§ **Exercise prompt**
Type the entries out again exactly as they read, but leave every picture behind.

§ **Records to process**
- Opening Delimiter -
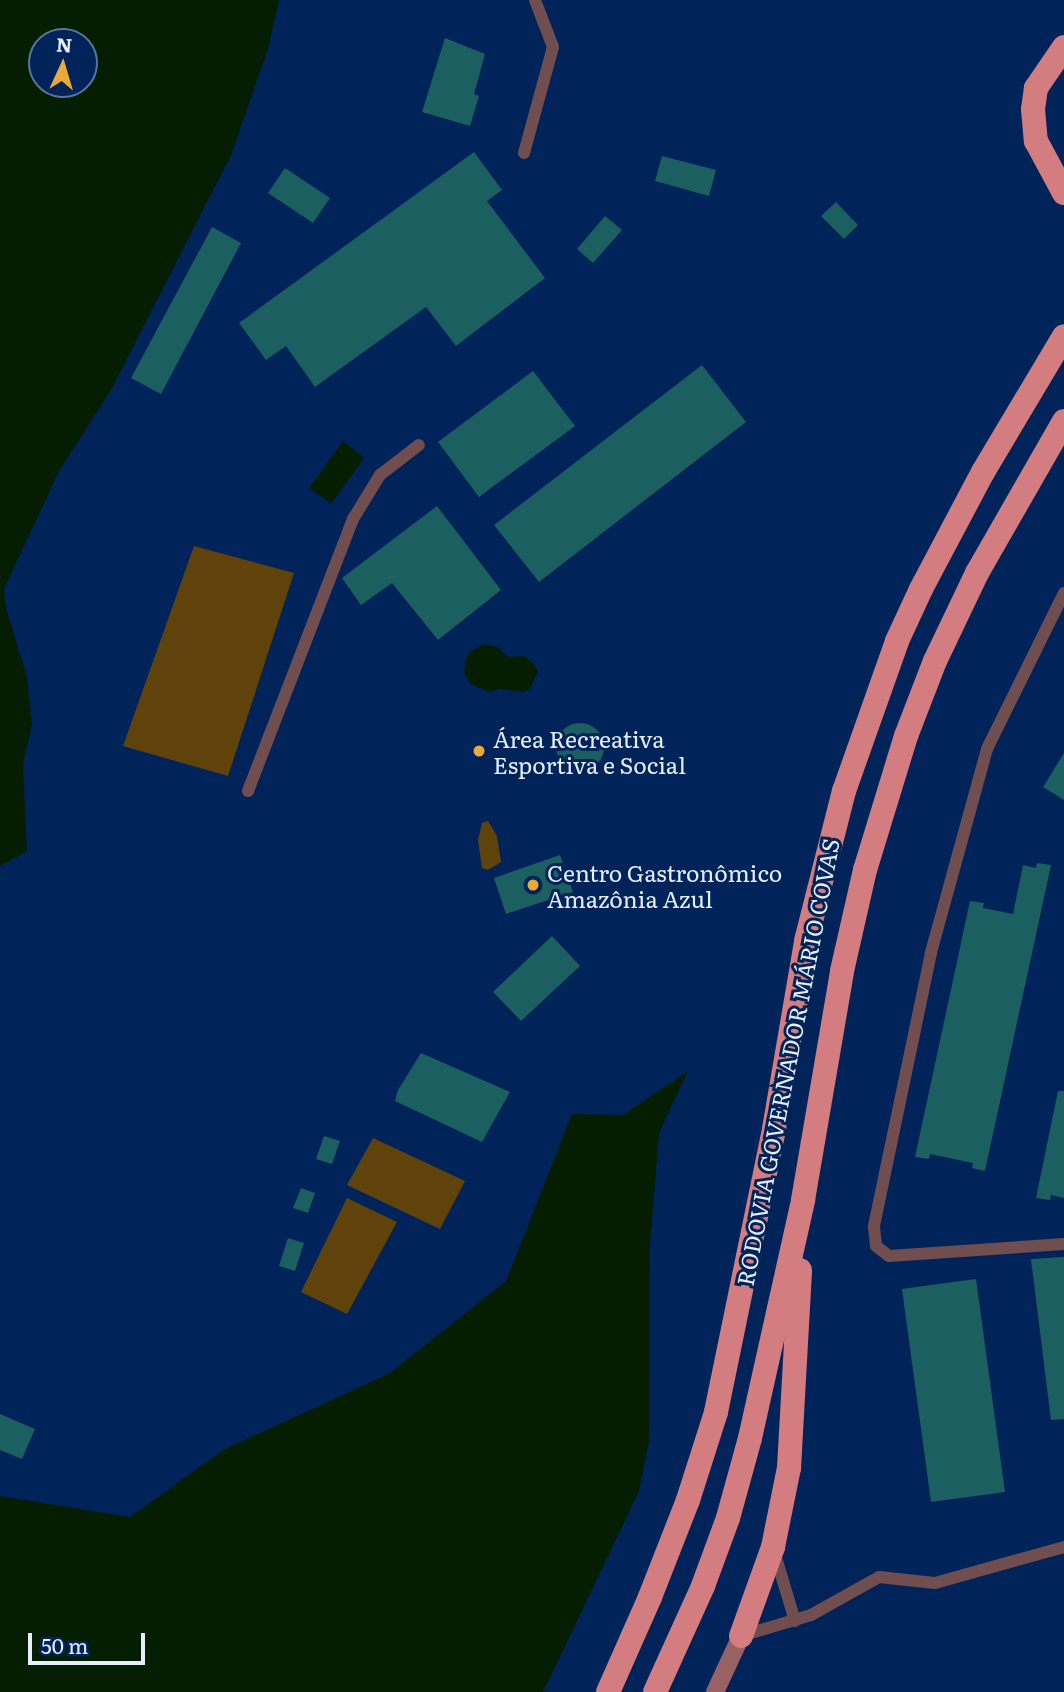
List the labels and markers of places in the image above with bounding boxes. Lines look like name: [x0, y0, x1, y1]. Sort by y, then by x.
place label: Área Recreativa Esportiva e Social: [493, 724, 686, 778]
marker: Área Recreativa Esportiva e Social: [471, 743, 487, 759]
place label: Centro Gastronômico Amazônia Azul: [547, 858, 782, 912]
marker: Centro Gastronômico Amazônia Azul: [525, 877, 541, 893]

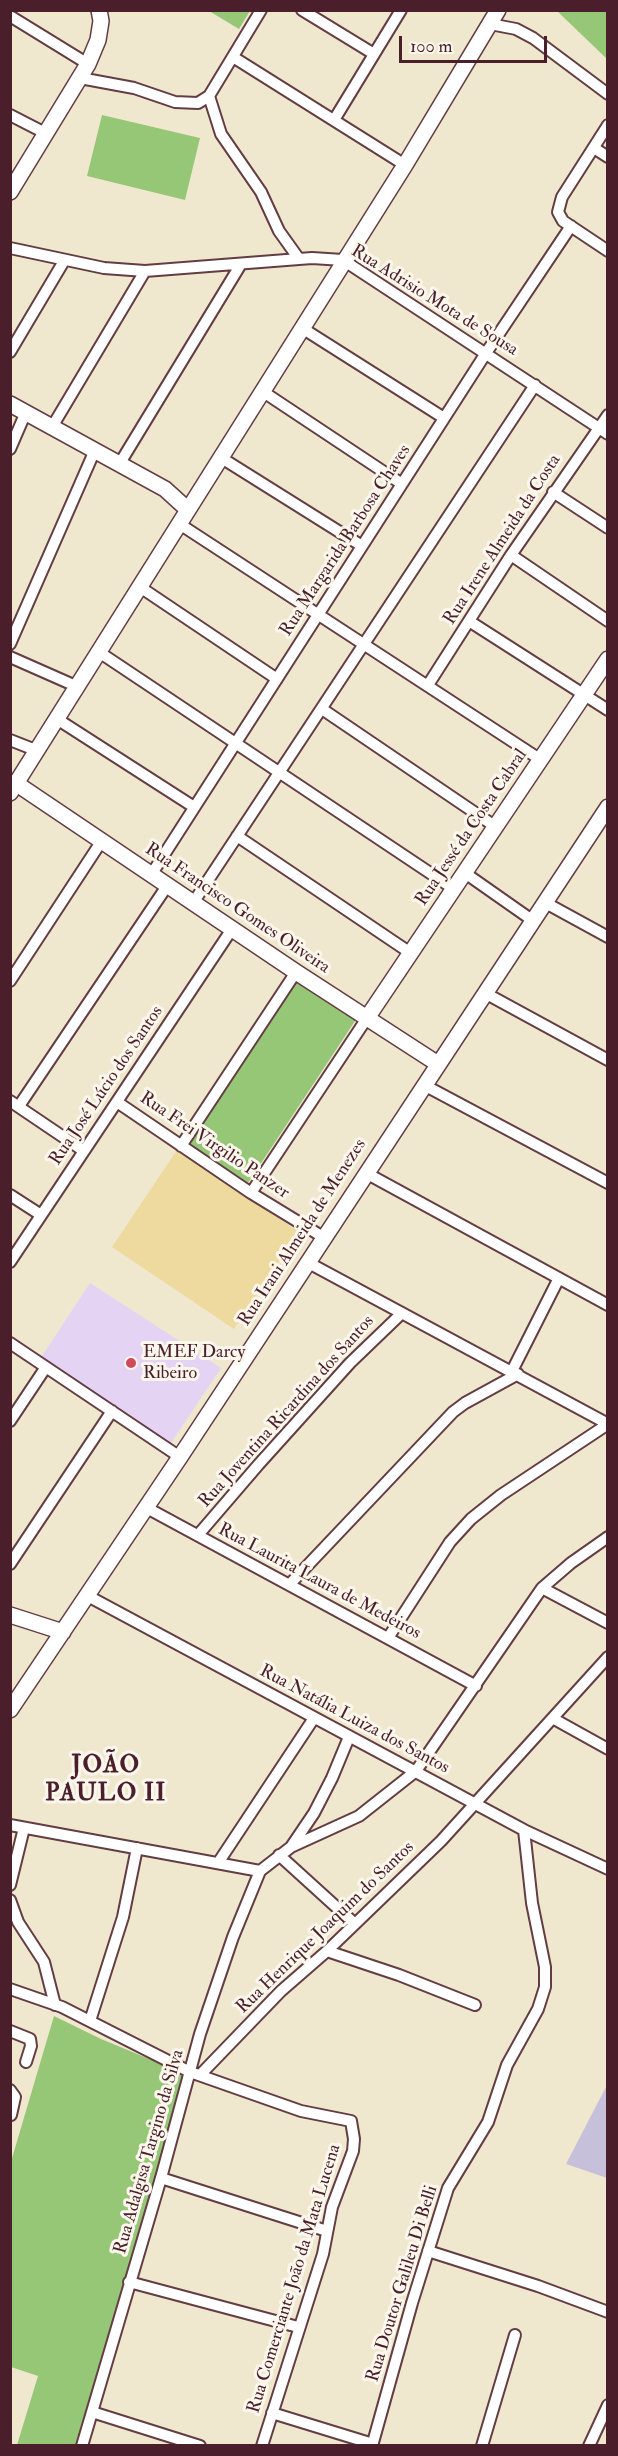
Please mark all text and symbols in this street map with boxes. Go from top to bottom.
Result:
scale bar [402,24,550,62]
text: 100 m [410,35,453,58]
street label: Rua Adrisio Mota de Sousa [347,241,521,361]
street label: Rua Margarida Barbosa Chaves [276,441,416,641]
street label: Rua Irene Almeida da Costa [440,451,566,629]
street label: Rua Jessé da Costa Cabral [411,746,533,910]
street label: Rua Francisco Gomes Oliveira [140,839,334,979]
street label: Rua José Lúcio dos Santos [46,1002,168,1170]
street label: Rua Frei Virgilio Panzer [135,1088,293,1204]
street label: Rua Irani Almeida de Menezes [234,1135,372,1331]
street label: Rua Joventina Ricardina dos Santos [195,1311,379,1513]
place label: EMEF Darcy Ribeiro [143,1342,245,1384]
marker: EMEF Darcy Ribeiro [124,1356,138,1370]
street label: Rua Laurita Laura de Medeiros [214,1519,424,1645]
street label: Rua Natália Luiza dos Santos [255,1661,453,1779]
district label: JOÃO PAULO II [45,1753,167,1809]
street label: Rua Henrique Joaquim do Santos [233,1837,419,2019]
street label: Rua Adalgisa Targino da Silva [110,2047,190,2257]
street label: Rua Comerciante João da Mata Lucena [244,2142,346,2416]
street label: Rua Doutor Galileu Di Belli [363,2183,443,2385]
- Closing Delimiter -
§ **Exercise output**
List the labels and markers of places in the image above with bounding boxes. Lines look like name: [x0, y0, x1, y1]. Sort by y, then by x.
place label: Área Recreativa Esportiva e Social: [493, 724, 686, 778]
marker: Área Recreativa Esportiva e Social: [471, 743, 487, 759]
place label: Centro Gastronômico Amazônia Azul: [547, 858, 782, 912]
marker: Centro Gastronômico Amazônia Azul: [525, 877, 541, 893]

Please mark all text and symbols in this street map with boxes. Go from top to bottom.
Result:
scale bar [402,24,550,62]
text: 100 m [410,35,453,58]
street label: Rua Adrisio Mota de Sousa [347,241,521,361]
street label: Rua Margarida Barbosa Chaves [276,441,416,641]
street label: Rua Irene Almeida da Costa [440,451,566,629]
street label: Rua Jessé da Costa Cabral [411,746,533,910]
street label: Rua Francisco Gomes Oliveira [140,839,334,979]
street label: Rua José Lúcio dos Santos [46,1002,168,1170]
street label: Rua Frei Virgilio Panzer [135,1088,293,1204]
street label: Rua Irani Almeida de Menezes [234,1135,372,1331]
street label: Rua Joventina Ricardina dos Santos [195,1311,379,1513]
place label: EMEF Darcy Ribeiro [143,1342,245,1384]
marker: EMEF Darcy Ribeiro [124,1356,138,1370]
street label: Rua Laurita Laura de Medeiros [214,1519,424,1645]
street label: Rua Natália Luiza dos Santos [255,1661,453,1779]
district label: JOÃO PAULO II [45,1753,167,1809]
street label: Rua Henrique Joaquim do Santos [233,1837,419,2019]
street label: Rua Adalgisa Targino da Silva [110,2047,190,2257]
street label: Rua Comerciante João da Mata Lucena [244,2142,346,2416]
street label: Rua Doutor Galileu Di Belli [363,2183,443,2385]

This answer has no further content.